Not shy to give Meyer stick re Coenie Oosthuizen being picked on the wrong side of the scrum, I completely hear reservations re playing players out of position. And while Kriel’s selection can be seen as a slap in the face for players like Juan de Jongh, S’bura Sithole, Harold Verster, Francois Venter, and even JJ Engelbrecht, it’s not as if he has never played there before. He played centre for the Baby Boks (SA’s appointed 2nd side) last year! That Frans Ludeke played him at fullback for the Bulls, is not Meyer’s fault. He is a supremely gifted rugby player and deserves to be a Bok. But yes, let’s please beware the “Utility back” curse!

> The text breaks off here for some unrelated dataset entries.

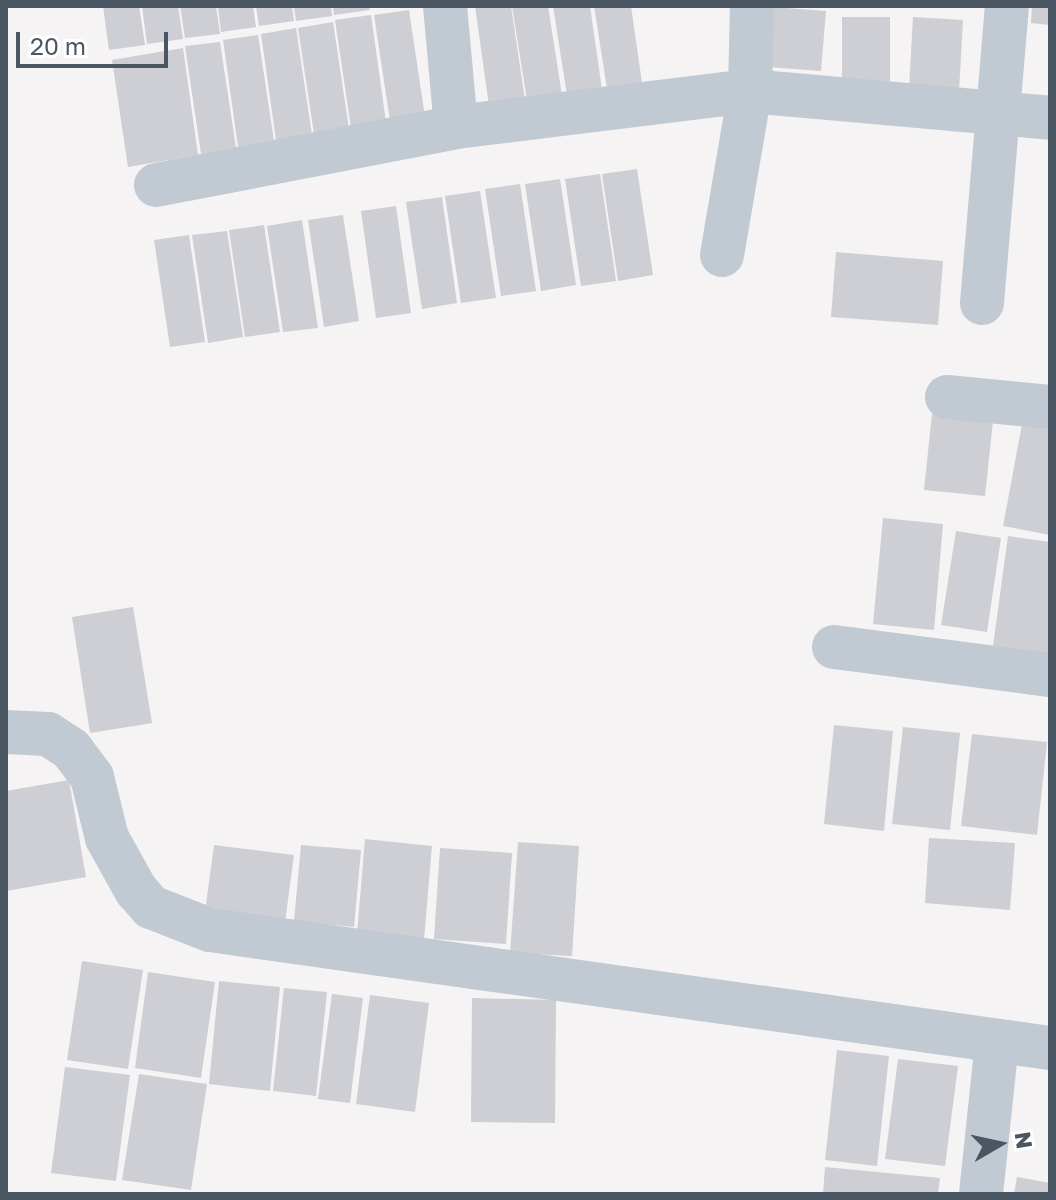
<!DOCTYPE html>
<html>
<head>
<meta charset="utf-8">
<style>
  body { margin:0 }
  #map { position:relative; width:1056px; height:1200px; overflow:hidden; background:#f5f3f3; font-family:"Golos Text",sans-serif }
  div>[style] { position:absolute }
  .building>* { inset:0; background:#cdcfd5 }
  .street>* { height:44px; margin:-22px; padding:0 22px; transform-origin:22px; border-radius:22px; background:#c1cad2 }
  span { translate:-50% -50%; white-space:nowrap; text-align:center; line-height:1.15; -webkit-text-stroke:6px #fff; paint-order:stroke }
  .frame { position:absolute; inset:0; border:8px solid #4a5661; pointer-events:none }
  .north { position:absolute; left:960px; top:1104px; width:80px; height:80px; -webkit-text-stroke:6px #fff; paint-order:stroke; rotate:81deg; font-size:22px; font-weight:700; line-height:32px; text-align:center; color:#4a5661 }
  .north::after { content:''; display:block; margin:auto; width:28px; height:36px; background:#4a5661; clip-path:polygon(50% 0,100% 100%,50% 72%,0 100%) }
  .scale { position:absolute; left:16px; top:32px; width:152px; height:36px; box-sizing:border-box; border:4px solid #4a5661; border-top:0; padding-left:10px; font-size:24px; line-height:28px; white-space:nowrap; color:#4a5661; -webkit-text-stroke:6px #fff; paint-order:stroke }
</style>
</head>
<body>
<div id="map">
  <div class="building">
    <i style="clip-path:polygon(103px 6px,139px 6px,145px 45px,109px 50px)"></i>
    <i style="clip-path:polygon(142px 6px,178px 6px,183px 39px,147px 44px)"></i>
    <i style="clip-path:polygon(180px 6px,216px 6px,220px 34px,185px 38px)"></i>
    <i style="clip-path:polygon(218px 6px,253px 6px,256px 27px,221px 32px)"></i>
    <i style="clip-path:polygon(256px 6px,292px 6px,294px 21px,259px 26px)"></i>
    <i style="clip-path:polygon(294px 6px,331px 6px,332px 16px,296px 21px)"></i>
    <i style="clip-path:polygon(333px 6px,369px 6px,370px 10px,334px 15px)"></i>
    <i style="clip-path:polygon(475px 6px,511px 6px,526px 107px,490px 113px)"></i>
    <i style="clip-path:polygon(512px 6px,548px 6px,563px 102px,528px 107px)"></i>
    <i style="clip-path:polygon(553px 6px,590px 6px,603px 97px,568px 102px)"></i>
    <i style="clip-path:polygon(594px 6px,631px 6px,643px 90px,608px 95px)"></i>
    <i style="clip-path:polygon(1032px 6px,1050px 6px,1050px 25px,1031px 23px)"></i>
    <i style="clip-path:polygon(773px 7px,826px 11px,821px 71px,768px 67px)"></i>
    <i style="clip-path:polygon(409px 10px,425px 117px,390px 121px,374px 15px)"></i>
    <i style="clip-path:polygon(371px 15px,386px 122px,351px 128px,335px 20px)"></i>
    <i style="clip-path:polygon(842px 17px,890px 17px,890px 81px,842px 81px)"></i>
    <i style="clip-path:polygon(913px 17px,963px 20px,959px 92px,909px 89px)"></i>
    <i style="clip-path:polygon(333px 22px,349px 129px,314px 134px,298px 28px)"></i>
    <i style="clip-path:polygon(296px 28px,312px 135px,276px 140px,261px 34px)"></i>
    <i style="clip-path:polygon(258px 35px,274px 141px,238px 147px,223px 40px)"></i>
    <i style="clip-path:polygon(220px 42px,236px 148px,201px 154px,185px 46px)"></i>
    <i style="clip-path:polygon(183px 48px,198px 155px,128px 167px,112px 60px)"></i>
    <i style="clip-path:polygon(637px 169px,653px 275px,618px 281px,602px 174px)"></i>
    <i style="clip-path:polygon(600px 174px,616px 281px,581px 286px,565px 179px)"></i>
    <i style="clip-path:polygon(560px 179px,576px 285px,541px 291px,525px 184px)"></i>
    <i style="clip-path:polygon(520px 184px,536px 291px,501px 296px,485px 189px)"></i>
    <i style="clip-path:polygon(480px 191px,496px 298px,461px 303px,445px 196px)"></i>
    <i style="clip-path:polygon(442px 197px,457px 303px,422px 309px,406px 202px)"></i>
    <i style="clip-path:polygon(396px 206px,411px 313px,376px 318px,361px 211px)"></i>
    <i style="clip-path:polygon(343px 215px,359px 321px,324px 327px,308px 220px)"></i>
    <i style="clip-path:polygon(302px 220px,318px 328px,283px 332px,267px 226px)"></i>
    <i style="clip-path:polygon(264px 225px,280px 332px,245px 337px,229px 230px)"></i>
    <i style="clip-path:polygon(227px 231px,243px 337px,208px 343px,192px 235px)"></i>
    <i style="clip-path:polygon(189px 235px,205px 342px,170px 347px,154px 240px)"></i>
    <i style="clip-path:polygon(836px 252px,943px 261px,938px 325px,831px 317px)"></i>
    <i style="clip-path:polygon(932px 414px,993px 421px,985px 496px,924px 490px)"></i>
    <i style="clip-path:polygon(1023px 419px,1050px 425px,1050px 535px,1003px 526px)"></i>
    <i style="clip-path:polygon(883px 518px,943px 524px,934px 630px,873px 624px)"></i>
    <i style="clip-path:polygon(956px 531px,1001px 538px,987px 632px,941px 625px)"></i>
    <i style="clip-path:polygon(1008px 536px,1050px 542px,1049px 654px,993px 646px)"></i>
    <i style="clip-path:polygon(133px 607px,152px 723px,90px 733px,72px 617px)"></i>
    <i style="clip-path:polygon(834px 725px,893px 731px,884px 831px,824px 824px)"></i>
    <i style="clip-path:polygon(903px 727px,960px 733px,950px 830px,892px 824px)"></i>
    <i style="clip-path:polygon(972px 734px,1047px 742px,1037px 835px,961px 826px)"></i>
    <i style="clip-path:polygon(69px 780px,86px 877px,6px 891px,6px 791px)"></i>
    <i style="clip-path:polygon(929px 838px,1015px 843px,1010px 910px,925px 903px)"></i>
    <i style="clip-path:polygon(365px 839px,432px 846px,424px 940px,357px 934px)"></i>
    <i style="clip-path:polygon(518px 842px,579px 846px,572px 956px,510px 953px)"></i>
    <i style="clip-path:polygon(214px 845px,294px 855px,284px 930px,204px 919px)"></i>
    <i style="clip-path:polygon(301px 845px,361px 850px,354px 927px,294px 921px)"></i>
    <i style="clip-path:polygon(440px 848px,512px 853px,506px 944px,434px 939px)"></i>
    <i style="clip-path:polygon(82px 961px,143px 970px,128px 1069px,67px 1060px)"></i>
    <i style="clip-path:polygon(148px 972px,215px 982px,201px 1078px,135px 1068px)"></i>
    <i style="clip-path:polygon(219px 981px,280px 987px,270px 1091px,209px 1084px)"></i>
    <i style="clip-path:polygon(284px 988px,327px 992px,316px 1096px,273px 1091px)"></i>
    <i style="clip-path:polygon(332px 994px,363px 998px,350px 1103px,318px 1099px)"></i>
    <i style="clip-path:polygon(370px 995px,429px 1003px,415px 1112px,356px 1104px)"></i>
    <i style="clip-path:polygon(472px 998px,556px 1000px,555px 1123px,471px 1122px)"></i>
    <i style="clip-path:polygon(837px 1050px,889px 1056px,877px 1166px,825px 1160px)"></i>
    <i style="clip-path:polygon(898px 1059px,958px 1066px,945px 1166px,885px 1159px)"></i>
    <i style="clip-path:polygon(65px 1067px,130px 1075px,116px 1181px,51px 1173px)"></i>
    <i style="clip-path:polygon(139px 1074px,207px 1084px,191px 1190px,122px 1180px)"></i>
    <i style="clip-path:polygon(825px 1167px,940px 1178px,938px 1194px,823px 1194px)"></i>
    <i style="clip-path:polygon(1017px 1177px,1050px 1183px,1050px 1194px,1014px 1194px)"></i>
  </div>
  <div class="street">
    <i style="left:445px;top:6px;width:121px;rotate:84.8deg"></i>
    <i style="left:156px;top:185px;width:306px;rotate:-10.9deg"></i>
    <i style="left:456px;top:127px;width:296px;rotate:-7deg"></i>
    <i style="left:750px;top:91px;width:301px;rotate:5.1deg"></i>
    <i style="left:722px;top:255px;width:166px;rotate:-80.3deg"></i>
    <i style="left:750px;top:91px;width:85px;rotate:-88.7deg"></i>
    <i style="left:982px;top:303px;width:298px;rotate:-85.2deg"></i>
    <i style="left:947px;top:397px;width:103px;rotate:5.5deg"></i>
    <i style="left:834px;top:647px;width:218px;rotate:7.4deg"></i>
    <i style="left:6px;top:732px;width:42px;rotate:2.7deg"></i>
    <i style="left:48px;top:734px;width:27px;rotate:33deg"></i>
    <i style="left:71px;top:749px;width:35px;rotate:53deg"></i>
    <i style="left:92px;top:777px;width:63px;rotate:76.2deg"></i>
    <i style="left:107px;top:838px;width:60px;rotate:60.9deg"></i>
    <i style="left:136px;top:890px;width:23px;rotate:49deg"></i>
    <i style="left:151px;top:907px;width:63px;rotate:21.3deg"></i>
    <i style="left:210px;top:930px;width:848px;rotate:8deg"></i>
    <i style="left:981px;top:1194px;width:152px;rotate:-84deg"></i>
  </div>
  <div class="frame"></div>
  <div class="north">N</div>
  <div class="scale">20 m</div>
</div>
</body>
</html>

Playing 2 fetchers and a linking 8 is a long, long way from a loose trio that includes brutes like Willem Alberts and Duane Vermeulen. But they certainly now have the tools for an attacking breakdown, which has become the heart of the modern game. Employing a tweaked game plan that sees Bismarck du Plessis, Eben Etzebeth, and, swoon, both centers, doing the carrying, we might just see a little bit more than one off runners off 9 and 10. How wonderful would that be?
There are some obvious concerns and red flags like the massive injury list, a reliance on ageing players, not knowing the fullback plan at lock and centre should current resources get injured, and the weird relationships with Jacque Fourie, Andies Bekker, Fans Steyn and Flip van der Merwe.
But as Mallett said, both teams can only pick 15 players. The World Cup is not going to be about Super Rugby form, it’s going to be about how the next 2 months are managed.